Just to update the email list for posterity on the rare process crash that I saw in production of a server app that launched many thousands of short-lived processes...

Matthew Flatt kindly did some debugging, and, if I understand correctly, the cause he found was a combination of the app's Linux servers using address space randomization, and the app's code having thunder thighs. On very rare occasions, the planets would align just wrong, and randomization would mean that the address range of the app's stack would be pushed outside the range that the GC expected. Or something like that.

The app developers are currently stress-testing the code with address space randomization disabled on a test server. So far they haven't been able to elicit another crash.

We also will be making this app more svelte on the stack, now that the Dr. has pointed out the weight problem.

I wanted to mention that no fault of Racket is implicated here, and that Racket has been nicely reliable for this app...
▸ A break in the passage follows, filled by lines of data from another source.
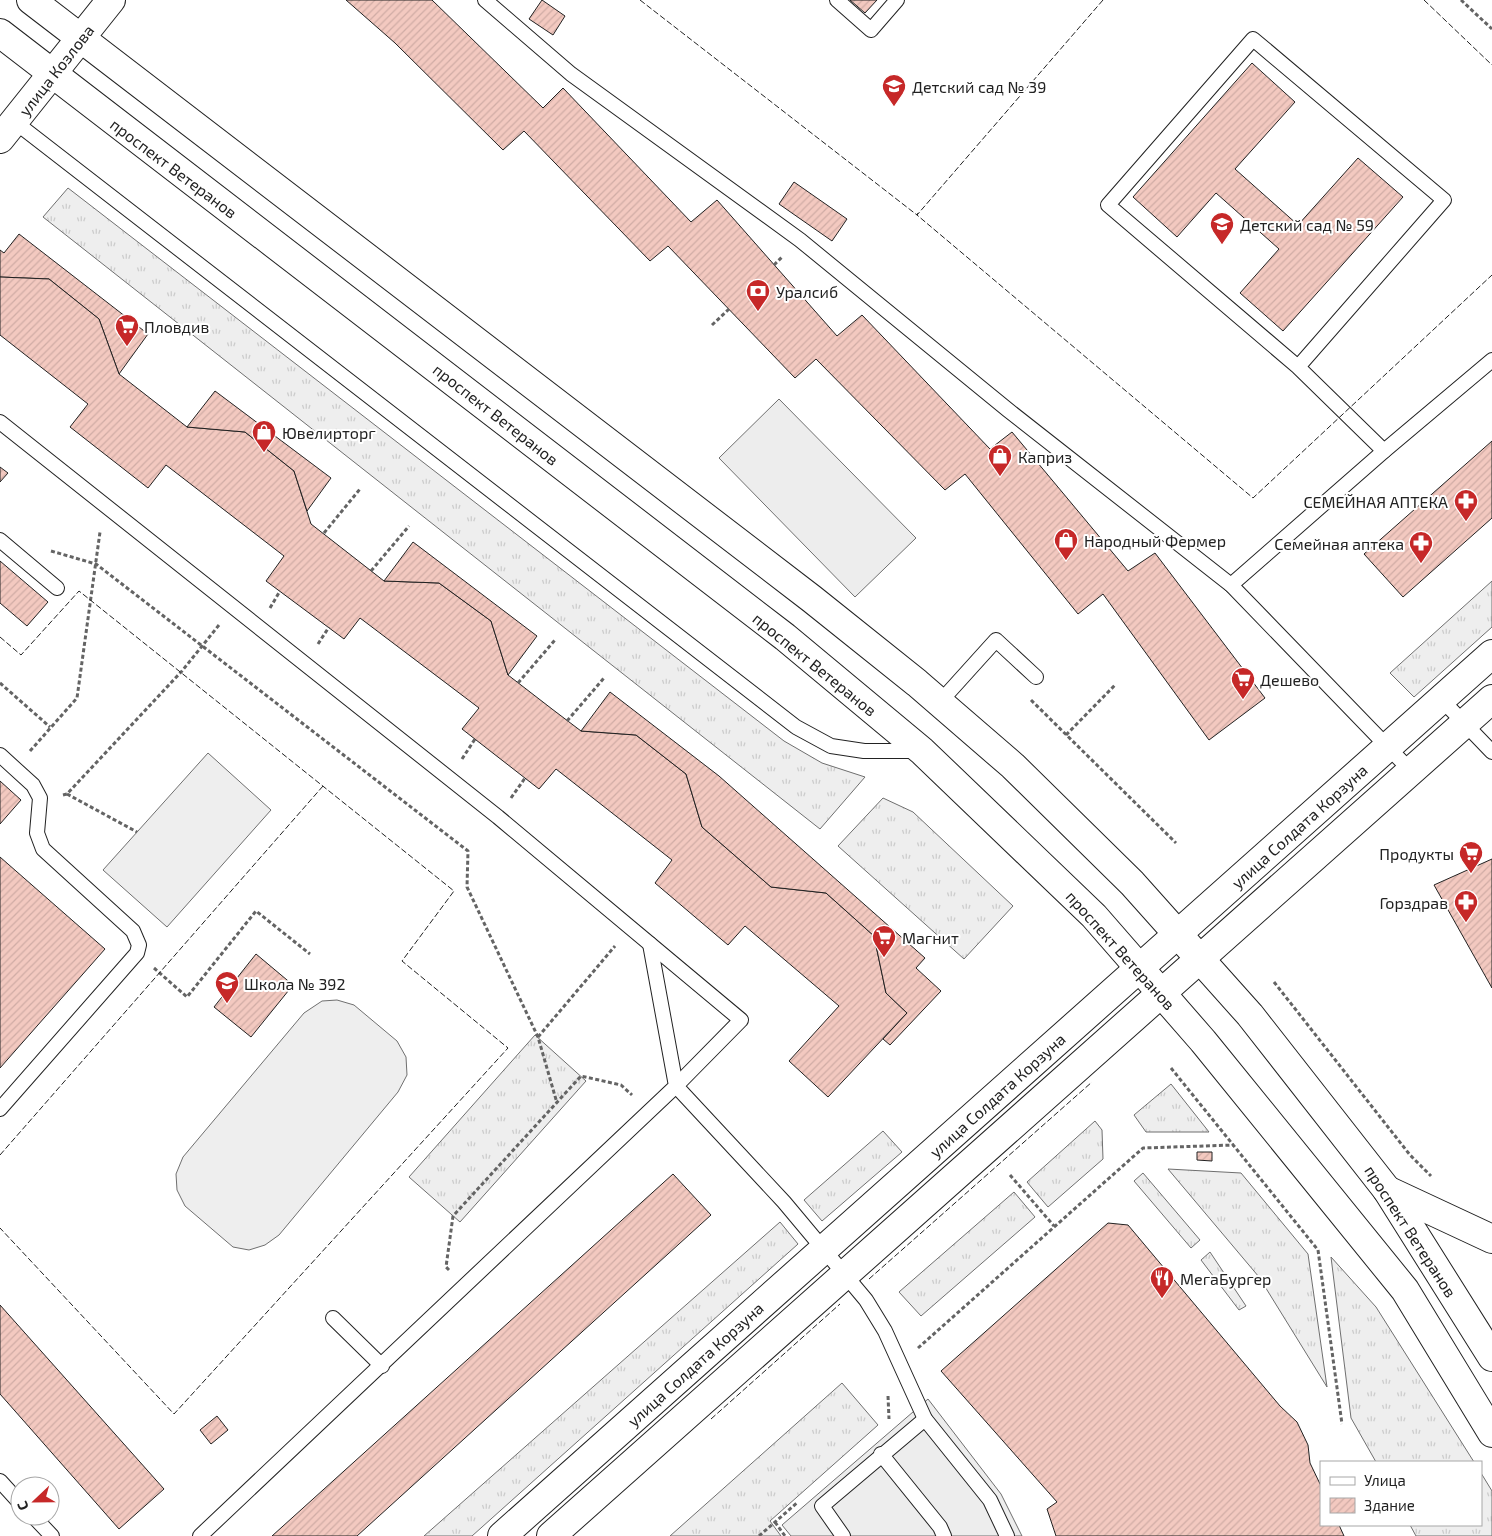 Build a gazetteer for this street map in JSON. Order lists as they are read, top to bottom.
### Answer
{
  "streets": {
    "main road": ["улица Козлова", "проспект Ветеранов", "улица Солдата Корзуна"]
  },
  "crossings": [
    ["улица Козлова", "проспект Ветеранов"],
    ["проспект Ветеранов", "улица Солдата Корзуна"]
  ],
  "places": {
    "school or university": ["Детский сад № 39", "Детский сад № 59", "Школа № 392"],
    "bank": ["Уралсиб"],
    "supermarket": [
      "Пловдив",
      "Дешево",
      "Продукты",
      "Магнит"
    ],
    "shop": ["Ювелирторг", "Каприз", "Народный Фермер"],
    "pharmacy": ["СЕМЕЙНАЯ АПТЕКА", "Семейная аптека", "Горздрав"],
    "restaurant": ["МегаБургер"]
  },
  "legend": ["Улица", "Здание"],
  "north": "left"
}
I believe that any huge stack frames of this app are due to historical peculiarities of the apps's code, not a fault of Racket. The code has been in production for years, and (p)reinvented a few wheels that it would not need to with contemporary Racket.

Some Googling suggests that people have encountered a similar problem with address space randomization messing things up for the official Java JVM. You can also find occasional mentions of this if you Google for it with the names of some other language implementations. I think it's not a well-known problem, and an app developer needs to have enough volume to encounter the problem, followed by the will to investigate a crash rather than consider the occasional freak crash to be acceptable.